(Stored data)
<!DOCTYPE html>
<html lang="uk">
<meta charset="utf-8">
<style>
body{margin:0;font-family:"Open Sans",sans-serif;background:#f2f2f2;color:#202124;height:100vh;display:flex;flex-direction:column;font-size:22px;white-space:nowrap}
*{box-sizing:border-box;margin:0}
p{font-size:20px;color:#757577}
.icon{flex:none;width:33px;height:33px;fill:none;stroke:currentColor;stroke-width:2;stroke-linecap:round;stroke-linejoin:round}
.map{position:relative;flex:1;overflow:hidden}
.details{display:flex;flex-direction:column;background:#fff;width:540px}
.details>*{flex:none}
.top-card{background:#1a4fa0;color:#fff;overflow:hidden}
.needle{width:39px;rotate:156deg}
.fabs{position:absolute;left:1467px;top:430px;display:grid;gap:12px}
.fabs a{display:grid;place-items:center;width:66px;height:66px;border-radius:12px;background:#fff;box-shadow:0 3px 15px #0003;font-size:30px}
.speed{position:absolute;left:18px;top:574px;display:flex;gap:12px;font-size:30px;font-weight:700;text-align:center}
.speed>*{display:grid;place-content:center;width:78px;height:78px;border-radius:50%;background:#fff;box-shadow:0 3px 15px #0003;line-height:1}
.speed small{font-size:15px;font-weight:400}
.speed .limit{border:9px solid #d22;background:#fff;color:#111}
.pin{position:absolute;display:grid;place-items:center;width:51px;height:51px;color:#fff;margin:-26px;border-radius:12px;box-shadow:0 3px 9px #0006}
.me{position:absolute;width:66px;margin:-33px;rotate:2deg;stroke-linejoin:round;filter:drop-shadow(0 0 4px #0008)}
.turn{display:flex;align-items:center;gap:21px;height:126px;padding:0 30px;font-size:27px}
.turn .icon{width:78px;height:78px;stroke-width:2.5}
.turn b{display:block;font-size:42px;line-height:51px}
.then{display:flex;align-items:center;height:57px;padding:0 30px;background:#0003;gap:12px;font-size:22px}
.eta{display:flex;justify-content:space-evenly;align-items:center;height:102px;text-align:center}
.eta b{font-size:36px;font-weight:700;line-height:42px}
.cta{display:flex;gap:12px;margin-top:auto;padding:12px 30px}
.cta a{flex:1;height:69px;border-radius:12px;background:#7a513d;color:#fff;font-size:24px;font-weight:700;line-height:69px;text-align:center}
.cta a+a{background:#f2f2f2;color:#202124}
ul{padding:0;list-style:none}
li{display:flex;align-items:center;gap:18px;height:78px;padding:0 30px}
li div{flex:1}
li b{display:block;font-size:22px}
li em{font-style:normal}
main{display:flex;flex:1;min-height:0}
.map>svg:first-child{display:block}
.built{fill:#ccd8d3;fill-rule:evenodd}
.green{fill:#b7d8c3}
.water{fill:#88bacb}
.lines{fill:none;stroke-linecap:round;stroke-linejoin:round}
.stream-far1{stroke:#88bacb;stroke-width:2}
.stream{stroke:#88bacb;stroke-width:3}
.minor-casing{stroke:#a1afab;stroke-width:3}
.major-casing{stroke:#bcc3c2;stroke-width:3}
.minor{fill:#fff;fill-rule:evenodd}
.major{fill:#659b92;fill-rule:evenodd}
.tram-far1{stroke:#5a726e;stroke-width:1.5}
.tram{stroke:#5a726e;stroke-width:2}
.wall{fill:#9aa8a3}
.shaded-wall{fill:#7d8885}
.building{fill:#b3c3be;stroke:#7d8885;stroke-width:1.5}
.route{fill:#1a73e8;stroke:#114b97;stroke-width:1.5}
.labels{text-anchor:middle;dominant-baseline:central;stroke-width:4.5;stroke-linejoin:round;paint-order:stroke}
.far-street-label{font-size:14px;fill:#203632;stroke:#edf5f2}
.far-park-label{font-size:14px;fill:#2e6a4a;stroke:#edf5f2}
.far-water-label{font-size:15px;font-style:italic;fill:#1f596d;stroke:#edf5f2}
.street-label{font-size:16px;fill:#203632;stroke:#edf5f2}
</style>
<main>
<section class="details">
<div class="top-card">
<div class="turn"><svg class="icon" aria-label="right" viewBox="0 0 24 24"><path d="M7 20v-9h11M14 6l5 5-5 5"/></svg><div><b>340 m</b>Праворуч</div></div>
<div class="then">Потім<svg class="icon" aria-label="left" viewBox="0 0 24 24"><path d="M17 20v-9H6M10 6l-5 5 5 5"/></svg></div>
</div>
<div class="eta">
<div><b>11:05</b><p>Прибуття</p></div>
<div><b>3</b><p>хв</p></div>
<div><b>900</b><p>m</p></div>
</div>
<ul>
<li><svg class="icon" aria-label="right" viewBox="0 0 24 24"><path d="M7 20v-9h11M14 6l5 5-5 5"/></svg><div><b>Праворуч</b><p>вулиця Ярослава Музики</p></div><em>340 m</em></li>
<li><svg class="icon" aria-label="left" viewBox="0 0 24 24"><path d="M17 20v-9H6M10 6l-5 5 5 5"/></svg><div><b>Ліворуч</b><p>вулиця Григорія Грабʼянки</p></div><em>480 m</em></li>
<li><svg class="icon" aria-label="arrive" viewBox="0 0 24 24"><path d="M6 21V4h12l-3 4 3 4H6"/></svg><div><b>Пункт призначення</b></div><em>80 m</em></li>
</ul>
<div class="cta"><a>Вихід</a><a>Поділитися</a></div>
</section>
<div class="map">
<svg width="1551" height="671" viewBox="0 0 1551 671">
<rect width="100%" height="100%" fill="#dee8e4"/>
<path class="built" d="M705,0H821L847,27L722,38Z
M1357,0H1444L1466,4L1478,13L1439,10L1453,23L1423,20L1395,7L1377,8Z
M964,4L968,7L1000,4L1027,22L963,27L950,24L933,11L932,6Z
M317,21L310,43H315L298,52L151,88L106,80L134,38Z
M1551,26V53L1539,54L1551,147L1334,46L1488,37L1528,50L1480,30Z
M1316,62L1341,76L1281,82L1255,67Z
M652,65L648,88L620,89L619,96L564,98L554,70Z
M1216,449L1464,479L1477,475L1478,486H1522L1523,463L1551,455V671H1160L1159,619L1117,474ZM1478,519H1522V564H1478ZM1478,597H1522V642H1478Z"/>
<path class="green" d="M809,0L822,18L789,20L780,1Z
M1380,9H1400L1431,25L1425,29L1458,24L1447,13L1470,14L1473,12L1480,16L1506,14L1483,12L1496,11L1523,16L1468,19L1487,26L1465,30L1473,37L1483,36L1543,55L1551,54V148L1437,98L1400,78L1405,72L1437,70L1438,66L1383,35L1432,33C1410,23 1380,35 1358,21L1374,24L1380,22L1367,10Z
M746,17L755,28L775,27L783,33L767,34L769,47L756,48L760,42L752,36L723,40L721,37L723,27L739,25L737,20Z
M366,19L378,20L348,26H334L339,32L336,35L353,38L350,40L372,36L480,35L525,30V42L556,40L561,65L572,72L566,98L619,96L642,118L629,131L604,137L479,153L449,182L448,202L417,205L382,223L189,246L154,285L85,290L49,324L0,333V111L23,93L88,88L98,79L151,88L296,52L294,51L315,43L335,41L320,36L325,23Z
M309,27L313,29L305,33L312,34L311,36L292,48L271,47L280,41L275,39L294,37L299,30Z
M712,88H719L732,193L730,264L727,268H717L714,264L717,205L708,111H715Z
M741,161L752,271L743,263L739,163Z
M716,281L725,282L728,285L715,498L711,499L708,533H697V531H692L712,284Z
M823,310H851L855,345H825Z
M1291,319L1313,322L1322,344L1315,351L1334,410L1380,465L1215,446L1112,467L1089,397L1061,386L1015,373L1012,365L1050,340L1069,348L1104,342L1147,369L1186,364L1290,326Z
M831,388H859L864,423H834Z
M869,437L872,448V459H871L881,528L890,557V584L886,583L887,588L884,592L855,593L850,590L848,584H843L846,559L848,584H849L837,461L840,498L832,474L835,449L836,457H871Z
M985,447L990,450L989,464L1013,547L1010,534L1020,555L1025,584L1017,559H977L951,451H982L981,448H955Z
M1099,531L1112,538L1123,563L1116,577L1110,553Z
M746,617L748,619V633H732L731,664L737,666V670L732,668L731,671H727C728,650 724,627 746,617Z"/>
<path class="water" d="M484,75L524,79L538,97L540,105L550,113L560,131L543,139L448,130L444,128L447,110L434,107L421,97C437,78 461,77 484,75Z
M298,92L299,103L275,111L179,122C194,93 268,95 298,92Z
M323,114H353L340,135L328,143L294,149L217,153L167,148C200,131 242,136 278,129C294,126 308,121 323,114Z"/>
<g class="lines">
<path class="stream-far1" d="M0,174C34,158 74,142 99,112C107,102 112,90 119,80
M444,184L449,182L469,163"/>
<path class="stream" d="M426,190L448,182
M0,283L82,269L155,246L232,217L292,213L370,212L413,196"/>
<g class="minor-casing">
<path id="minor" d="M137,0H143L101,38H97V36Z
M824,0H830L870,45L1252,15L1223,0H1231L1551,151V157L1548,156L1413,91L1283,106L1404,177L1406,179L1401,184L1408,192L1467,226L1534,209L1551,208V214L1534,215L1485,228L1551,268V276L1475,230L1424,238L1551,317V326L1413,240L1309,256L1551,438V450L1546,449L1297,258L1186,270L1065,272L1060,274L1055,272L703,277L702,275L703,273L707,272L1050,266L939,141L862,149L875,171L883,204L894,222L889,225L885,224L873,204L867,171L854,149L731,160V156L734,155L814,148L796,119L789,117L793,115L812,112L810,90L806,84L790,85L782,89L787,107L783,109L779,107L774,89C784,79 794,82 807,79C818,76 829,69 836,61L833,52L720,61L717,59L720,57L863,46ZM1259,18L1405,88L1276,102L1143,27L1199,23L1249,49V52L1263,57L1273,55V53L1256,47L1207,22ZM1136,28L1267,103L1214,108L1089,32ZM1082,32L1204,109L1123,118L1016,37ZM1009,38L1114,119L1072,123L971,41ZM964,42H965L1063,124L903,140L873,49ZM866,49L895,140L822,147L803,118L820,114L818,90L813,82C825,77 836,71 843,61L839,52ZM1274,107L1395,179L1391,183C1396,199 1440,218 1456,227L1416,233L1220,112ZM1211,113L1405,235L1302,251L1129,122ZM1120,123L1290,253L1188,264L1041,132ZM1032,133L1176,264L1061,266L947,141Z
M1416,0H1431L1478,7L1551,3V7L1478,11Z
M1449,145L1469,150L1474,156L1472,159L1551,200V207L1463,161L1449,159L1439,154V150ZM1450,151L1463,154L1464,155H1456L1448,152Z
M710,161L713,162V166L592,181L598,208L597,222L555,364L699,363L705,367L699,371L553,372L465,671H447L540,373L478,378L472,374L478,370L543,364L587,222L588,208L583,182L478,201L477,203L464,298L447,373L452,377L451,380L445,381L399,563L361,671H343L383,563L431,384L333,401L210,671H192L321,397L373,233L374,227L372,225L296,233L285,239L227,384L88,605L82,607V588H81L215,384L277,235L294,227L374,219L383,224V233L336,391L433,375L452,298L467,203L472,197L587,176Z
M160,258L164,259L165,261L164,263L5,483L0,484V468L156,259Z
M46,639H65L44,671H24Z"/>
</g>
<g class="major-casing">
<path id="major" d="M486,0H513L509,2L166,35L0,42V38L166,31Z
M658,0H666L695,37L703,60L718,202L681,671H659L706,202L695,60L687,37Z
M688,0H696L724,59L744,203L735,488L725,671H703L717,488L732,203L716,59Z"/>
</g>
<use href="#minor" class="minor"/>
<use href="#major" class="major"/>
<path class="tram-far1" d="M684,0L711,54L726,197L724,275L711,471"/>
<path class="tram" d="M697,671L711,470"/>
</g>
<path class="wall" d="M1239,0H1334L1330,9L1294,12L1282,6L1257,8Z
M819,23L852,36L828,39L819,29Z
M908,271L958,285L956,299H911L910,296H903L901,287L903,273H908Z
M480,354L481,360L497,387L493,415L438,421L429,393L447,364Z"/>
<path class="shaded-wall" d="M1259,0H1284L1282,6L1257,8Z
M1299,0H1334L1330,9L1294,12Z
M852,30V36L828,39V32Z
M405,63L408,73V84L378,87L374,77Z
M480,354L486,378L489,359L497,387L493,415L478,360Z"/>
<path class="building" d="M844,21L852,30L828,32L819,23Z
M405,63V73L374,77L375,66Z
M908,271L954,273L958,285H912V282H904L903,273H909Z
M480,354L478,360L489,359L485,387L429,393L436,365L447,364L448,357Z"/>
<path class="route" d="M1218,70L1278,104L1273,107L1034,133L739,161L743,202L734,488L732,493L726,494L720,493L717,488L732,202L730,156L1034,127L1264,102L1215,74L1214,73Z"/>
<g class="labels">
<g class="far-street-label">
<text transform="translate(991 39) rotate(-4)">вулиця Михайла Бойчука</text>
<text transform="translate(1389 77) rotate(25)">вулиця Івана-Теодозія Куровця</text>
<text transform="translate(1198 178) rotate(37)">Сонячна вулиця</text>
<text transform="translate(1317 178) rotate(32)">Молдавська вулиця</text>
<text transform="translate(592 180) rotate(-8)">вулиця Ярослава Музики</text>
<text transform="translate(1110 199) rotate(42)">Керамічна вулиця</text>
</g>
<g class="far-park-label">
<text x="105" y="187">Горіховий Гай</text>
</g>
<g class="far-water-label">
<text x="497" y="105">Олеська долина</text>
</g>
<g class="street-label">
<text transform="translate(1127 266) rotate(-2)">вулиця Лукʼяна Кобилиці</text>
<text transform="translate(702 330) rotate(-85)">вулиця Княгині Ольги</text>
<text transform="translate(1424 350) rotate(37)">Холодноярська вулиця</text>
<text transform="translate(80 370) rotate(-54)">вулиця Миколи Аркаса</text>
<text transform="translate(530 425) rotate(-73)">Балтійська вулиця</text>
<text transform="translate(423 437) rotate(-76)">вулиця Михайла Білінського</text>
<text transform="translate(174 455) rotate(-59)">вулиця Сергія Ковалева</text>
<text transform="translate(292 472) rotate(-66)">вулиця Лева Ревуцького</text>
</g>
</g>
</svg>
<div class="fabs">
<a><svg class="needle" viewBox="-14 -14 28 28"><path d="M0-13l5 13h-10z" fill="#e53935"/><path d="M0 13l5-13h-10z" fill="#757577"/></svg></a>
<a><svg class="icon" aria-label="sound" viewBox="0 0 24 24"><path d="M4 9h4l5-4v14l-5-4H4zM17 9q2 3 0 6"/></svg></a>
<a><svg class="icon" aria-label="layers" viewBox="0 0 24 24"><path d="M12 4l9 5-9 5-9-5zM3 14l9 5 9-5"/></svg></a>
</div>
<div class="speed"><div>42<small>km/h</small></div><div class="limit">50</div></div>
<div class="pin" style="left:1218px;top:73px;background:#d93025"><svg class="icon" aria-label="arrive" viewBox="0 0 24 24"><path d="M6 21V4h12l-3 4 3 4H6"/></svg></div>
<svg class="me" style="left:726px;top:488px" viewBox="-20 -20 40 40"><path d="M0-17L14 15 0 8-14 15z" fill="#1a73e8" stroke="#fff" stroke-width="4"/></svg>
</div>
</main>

---

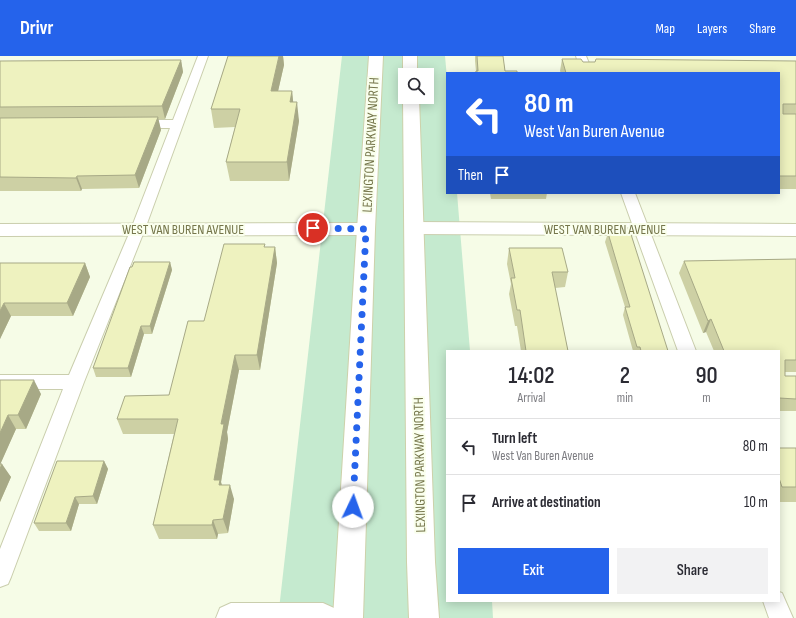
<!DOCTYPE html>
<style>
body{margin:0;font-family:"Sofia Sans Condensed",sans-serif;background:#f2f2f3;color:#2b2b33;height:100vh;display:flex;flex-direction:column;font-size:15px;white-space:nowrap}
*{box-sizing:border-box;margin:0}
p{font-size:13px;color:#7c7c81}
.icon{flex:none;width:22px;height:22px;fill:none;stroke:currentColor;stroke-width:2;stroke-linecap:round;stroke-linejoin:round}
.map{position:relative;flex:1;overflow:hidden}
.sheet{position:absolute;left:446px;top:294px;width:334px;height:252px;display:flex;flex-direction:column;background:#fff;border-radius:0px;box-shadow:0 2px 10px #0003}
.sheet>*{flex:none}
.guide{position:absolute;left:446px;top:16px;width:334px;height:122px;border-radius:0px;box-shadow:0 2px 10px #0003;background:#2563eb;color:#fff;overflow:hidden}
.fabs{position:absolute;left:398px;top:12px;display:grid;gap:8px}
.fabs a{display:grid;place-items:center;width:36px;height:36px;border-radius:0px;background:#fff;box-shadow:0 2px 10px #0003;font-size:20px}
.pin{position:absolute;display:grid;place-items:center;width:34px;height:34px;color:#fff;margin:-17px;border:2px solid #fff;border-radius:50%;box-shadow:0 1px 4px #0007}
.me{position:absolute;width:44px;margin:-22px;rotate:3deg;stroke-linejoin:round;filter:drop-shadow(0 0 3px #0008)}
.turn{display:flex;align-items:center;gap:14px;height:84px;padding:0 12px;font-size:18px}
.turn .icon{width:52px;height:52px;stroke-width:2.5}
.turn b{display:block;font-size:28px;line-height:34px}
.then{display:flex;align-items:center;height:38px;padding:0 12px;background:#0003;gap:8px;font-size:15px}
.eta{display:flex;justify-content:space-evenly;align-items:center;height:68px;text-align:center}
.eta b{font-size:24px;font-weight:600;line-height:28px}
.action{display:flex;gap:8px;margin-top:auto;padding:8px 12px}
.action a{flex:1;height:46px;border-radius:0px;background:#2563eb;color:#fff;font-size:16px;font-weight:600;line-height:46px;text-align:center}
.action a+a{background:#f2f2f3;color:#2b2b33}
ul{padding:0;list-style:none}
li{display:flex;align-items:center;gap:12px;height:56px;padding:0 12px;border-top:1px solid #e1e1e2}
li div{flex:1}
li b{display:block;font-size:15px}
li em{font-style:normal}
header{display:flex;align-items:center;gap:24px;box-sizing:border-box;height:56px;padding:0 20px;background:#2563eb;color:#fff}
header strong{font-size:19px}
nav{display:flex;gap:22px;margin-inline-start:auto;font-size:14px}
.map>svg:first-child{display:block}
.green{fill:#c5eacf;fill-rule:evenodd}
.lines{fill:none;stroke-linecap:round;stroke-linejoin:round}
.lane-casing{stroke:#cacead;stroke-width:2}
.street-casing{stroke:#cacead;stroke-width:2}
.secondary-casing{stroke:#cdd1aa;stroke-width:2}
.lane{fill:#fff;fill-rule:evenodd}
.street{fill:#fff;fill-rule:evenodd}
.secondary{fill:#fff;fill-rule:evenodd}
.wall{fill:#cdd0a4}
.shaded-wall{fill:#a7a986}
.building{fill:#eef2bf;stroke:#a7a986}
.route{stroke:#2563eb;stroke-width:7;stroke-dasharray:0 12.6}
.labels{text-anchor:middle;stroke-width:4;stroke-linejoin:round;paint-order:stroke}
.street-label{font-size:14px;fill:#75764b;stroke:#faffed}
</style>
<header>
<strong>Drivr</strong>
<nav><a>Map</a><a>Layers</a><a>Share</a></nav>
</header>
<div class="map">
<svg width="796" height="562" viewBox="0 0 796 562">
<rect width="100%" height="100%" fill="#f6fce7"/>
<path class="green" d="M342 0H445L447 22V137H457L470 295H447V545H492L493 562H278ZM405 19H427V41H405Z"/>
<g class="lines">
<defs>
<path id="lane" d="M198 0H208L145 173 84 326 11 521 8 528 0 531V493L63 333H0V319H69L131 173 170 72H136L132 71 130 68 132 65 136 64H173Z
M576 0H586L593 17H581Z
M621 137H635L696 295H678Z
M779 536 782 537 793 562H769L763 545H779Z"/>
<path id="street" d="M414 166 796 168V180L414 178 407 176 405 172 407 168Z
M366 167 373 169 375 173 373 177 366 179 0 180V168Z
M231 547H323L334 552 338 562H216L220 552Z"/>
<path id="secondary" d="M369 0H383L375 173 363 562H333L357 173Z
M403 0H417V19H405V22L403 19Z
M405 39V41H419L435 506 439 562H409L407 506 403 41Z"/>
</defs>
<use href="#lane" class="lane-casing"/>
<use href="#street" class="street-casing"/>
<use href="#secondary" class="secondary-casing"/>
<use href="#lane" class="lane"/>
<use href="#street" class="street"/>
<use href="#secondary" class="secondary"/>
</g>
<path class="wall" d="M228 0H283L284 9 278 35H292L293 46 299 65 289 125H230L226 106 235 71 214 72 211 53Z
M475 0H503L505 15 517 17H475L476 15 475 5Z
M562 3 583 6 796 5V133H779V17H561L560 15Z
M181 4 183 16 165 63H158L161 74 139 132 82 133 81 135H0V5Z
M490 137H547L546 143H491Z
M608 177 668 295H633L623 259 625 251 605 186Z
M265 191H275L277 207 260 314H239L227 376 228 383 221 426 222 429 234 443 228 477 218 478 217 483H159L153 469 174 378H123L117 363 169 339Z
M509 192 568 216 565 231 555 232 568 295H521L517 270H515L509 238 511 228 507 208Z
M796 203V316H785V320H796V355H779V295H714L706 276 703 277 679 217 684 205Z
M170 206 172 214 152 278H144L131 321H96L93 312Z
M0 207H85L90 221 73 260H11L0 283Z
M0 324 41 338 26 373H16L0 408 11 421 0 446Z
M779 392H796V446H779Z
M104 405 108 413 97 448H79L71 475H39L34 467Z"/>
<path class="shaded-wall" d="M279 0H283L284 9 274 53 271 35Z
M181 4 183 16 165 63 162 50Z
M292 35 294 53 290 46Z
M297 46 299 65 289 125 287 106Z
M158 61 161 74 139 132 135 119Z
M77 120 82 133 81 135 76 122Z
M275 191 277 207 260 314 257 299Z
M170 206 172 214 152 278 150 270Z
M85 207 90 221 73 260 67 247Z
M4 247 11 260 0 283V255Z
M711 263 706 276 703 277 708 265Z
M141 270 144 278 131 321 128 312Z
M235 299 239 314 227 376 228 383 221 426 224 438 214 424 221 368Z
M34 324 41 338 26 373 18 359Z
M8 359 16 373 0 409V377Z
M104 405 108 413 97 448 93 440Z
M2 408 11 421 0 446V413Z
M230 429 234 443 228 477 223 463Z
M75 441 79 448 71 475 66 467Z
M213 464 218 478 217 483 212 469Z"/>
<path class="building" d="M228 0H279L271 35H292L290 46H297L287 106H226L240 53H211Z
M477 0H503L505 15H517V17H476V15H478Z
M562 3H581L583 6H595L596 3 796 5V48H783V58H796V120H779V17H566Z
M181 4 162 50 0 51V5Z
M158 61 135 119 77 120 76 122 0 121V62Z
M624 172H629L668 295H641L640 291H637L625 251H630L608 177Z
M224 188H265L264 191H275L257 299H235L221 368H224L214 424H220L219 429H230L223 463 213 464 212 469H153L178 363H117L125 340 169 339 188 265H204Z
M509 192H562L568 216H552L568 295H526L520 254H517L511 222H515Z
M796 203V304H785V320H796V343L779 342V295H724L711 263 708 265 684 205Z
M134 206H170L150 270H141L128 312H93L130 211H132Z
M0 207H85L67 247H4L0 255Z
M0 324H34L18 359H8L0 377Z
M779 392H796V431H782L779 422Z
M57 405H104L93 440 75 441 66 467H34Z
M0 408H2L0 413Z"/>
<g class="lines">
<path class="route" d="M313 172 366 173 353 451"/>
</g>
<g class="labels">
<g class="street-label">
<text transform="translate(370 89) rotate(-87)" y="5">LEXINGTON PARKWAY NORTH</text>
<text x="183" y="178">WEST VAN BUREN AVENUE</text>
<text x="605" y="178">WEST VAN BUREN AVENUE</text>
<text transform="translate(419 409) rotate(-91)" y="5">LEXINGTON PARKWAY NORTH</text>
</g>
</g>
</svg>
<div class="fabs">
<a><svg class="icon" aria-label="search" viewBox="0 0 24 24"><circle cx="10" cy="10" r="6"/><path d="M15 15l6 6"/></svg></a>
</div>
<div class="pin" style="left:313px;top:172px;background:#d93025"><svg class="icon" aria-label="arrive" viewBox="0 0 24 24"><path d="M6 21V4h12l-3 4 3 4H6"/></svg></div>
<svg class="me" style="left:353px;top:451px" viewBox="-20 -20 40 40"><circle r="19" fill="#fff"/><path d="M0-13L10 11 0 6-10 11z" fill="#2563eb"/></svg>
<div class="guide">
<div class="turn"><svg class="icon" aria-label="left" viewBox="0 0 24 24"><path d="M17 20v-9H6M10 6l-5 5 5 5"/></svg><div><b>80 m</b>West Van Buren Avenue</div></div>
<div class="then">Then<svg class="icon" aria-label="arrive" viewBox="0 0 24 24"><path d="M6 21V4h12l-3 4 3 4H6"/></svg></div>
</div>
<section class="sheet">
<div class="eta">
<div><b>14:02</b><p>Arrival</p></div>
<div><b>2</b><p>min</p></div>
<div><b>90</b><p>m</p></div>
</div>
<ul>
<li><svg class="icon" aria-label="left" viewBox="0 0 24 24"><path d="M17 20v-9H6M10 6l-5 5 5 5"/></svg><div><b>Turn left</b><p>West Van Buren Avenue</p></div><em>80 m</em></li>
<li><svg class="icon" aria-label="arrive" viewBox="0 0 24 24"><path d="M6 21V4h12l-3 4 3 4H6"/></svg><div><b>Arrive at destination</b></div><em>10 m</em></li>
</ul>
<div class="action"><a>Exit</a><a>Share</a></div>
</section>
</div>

*PROMPT*: Your answer should be a single number: the count of lines in these records that hold the string "speed".

*ANSWER SPACE*: 5